* _REQUIREMENT_
Every line below containing the word "لبنان" should be found and copied.

Dataset entries:
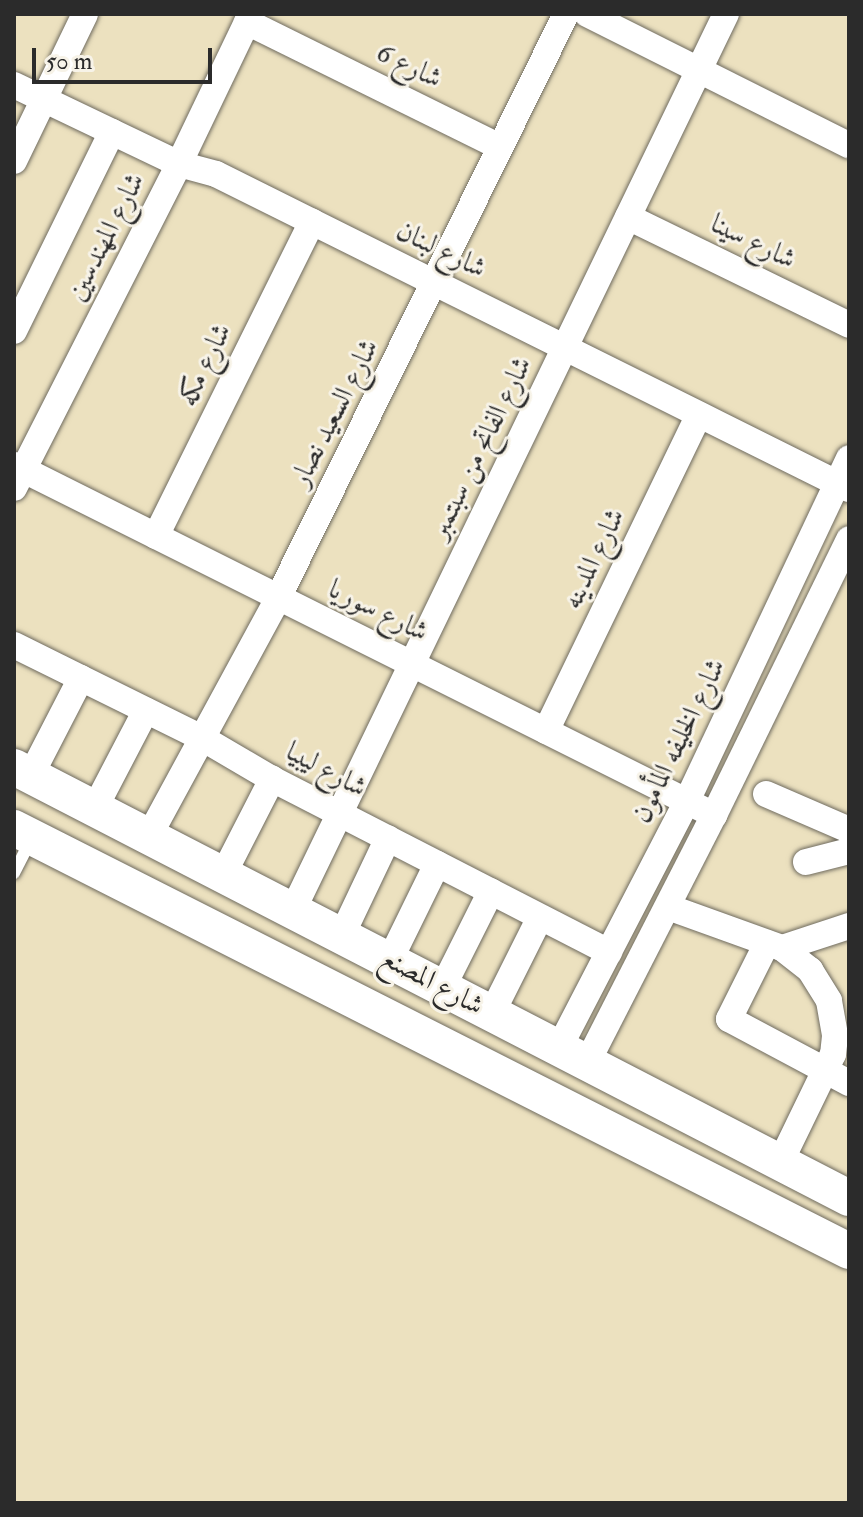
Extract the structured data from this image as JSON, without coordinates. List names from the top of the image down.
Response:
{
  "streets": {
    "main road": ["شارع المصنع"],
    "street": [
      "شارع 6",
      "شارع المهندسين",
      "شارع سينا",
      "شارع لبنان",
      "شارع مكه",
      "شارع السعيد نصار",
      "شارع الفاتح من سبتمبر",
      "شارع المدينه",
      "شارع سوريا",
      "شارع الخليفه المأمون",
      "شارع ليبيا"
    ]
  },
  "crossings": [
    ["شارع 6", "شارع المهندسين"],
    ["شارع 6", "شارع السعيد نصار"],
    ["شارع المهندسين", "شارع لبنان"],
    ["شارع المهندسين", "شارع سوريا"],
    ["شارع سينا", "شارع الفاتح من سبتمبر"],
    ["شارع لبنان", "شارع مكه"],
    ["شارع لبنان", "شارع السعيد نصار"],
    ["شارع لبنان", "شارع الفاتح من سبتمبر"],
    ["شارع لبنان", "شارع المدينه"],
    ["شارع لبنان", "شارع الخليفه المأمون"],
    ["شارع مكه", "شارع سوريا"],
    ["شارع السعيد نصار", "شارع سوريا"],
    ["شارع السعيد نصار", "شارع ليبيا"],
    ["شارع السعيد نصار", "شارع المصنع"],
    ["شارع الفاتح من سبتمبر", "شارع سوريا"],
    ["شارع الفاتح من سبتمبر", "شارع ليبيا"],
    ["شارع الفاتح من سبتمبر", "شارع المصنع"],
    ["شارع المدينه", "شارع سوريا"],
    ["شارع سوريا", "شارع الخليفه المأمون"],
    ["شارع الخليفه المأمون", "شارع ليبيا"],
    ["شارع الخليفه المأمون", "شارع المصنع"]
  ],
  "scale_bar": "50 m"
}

* _COMPLETED EXERCISE_
      "شارع لبنان",
    ["شارع المهندسين", "شارع لبنان"],
    ["شارع لبنان", "شارع مكه"],
    ["شارع لبنان", "شارع السعيد نصار"],
    ["شارع لبنان", "شارع الفاتح من سبتمبر"],
    ["شارع لبنان", "شارع المدينه"],
    ["شارع لبنان", "شارع الخليفه المأمون"],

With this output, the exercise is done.